Organizing for Data: Crafting Data Elements in the ‘Data-Driven’ Hospital

Ass Professor Kathleen H. Pine,
Arizona State University

When: April 4, 2019, at 10:30-11:30,

Where: Room 5.0.22 at CSS, Øster Farimagsgade 5A, building 5

Organizations in a variety of sectors are adopting an array of techniques known broadly as “data-driven” and “algorithmic” management. New information technologies increase the availability of high-quality information available in real time, which is resulting in ever-richer virtual representations of the activities and knowledge of organizations. While a body of recent literature examines how data-driven management and algorithms shape organizational functioning, little scholarly attention has been paid to how organizations must organize around the creation of data itself. We are not talking about the “data-driven organization” as promised in popular narratives, rather the practices of “organizing for data” that are a precursor to that illusive organizational form.

What are the practices of crafting data? We use this question as the foundation for a multi-sited ethnographic study of multiple hospitals and a meso-level healthcare policy organization, each in the process of re-organizing to create, manage, and deploy data for management, research, and accountability.

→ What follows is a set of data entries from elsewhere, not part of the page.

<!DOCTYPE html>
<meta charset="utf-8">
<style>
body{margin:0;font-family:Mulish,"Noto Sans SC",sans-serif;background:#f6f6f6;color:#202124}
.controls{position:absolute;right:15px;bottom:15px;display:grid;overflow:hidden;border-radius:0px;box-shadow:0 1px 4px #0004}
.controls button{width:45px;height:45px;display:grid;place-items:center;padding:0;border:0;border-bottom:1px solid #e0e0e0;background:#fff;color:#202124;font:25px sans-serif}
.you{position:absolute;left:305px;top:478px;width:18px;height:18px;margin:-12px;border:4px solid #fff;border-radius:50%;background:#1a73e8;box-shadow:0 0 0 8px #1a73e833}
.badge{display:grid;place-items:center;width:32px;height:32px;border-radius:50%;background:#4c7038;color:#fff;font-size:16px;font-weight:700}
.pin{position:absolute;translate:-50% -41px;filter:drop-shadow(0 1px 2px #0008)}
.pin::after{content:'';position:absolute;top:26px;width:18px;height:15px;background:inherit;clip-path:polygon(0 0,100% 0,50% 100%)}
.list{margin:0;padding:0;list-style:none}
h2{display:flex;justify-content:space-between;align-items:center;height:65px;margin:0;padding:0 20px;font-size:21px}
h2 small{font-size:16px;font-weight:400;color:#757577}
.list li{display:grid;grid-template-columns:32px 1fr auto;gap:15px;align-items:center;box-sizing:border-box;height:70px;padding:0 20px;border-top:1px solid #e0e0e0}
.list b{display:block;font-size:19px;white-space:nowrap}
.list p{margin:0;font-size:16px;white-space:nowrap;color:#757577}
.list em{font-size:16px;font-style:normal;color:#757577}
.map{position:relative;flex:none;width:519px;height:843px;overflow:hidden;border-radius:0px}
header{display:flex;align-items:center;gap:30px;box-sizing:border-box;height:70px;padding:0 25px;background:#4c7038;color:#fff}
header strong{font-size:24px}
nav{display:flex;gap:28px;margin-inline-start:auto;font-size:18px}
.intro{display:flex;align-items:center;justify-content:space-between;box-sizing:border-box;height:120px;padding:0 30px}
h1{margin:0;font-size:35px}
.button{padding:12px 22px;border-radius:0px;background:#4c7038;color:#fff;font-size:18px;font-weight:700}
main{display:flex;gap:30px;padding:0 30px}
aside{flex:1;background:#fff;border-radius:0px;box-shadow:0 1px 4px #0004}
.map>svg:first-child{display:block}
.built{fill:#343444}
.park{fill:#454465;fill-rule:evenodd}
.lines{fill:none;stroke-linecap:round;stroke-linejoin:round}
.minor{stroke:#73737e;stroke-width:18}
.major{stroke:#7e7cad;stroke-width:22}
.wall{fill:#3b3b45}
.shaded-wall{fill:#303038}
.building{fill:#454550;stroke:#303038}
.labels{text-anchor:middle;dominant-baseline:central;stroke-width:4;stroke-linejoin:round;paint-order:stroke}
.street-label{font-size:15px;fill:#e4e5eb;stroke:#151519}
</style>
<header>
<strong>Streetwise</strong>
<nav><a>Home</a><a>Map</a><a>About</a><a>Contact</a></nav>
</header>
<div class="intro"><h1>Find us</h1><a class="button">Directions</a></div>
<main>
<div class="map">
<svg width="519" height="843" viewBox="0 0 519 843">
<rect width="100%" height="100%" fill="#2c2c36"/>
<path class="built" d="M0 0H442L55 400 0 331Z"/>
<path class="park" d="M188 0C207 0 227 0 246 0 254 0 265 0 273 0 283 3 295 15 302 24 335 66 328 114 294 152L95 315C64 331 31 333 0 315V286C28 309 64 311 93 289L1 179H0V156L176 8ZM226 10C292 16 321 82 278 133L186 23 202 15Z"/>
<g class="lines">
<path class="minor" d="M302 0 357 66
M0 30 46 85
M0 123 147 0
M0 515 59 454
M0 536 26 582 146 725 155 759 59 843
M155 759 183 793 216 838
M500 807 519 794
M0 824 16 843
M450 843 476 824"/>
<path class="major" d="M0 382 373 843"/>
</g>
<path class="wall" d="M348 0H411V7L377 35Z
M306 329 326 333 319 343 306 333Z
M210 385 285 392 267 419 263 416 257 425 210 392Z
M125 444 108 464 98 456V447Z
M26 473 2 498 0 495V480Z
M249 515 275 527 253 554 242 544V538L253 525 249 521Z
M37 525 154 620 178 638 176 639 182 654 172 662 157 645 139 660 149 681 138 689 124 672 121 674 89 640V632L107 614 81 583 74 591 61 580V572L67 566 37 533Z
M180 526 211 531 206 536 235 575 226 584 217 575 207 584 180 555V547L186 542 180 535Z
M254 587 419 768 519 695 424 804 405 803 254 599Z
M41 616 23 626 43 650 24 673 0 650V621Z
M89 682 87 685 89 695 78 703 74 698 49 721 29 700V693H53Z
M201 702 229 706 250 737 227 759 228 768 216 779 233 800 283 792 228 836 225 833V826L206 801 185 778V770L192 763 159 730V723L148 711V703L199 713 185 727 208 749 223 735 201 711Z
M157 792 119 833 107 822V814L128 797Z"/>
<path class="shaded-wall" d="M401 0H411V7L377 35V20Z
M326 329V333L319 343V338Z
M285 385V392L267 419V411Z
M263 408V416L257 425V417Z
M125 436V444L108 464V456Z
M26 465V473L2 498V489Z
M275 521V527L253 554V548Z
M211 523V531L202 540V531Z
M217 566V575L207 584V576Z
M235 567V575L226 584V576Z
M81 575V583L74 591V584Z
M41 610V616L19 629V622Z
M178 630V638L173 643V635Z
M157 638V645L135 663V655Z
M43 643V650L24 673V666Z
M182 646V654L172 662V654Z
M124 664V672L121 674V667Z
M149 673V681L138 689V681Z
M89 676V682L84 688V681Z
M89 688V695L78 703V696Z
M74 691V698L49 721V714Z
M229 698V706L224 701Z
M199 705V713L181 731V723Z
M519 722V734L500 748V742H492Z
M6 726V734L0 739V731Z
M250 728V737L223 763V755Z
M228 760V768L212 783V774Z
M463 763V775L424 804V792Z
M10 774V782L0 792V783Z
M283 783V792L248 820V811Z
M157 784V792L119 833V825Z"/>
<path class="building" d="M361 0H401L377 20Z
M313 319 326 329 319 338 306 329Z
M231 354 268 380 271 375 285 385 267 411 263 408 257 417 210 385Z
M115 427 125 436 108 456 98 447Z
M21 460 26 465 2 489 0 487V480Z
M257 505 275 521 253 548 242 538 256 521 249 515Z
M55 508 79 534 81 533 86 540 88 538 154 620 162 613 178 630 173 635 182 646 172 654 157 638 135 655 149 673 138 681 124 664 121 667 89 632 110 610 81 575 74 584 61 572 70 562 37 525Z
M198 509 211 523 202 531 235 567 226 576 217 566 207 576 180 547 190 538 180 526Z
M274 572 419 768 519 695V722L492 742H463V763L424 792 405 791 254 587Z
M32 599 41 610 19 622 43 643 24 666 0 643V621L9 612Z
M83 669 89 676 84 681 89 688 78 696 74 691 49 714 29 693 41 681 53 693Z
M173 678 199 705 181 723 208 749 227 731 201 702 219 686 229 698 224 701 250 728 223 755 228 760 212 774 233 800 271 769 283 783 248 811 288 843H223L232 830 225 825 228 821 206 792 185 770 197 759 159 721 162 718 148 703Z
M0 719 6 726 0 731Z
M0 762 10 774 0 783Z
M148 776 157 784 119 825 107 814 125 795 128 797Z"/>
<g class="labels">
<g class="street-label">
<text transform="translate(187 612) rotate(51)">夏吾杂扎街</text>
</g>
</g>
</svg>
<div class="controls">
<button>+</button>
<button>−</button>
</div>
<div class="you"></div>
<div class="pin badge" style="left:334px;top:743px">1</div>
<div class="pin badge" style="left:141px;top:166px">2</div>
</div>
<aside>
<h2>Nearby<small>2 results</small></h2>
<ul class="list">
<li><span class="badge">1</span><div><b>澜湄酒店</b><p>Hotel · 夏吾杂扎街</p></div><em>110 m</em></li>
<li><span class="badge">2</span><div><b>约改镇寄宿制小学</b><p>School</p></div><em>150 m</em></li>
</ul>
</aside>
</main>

We find that these organizations must become different entities with different goals and prioritized actions in order to become data-driven. To create and craft data with the discrete properties necessary for algorithmic and data-driven management, hospitals re-tooled existing work practices and implemented new forms of data work. Further, we find that organizing for data is never complete. Even when it appears that a data lifecycle has reached an idealized state, subjectivities remain. Data crafting requires situated judgment and decision making. However, these subjectivities are masked at different junctures, producing data that appears clean and objective.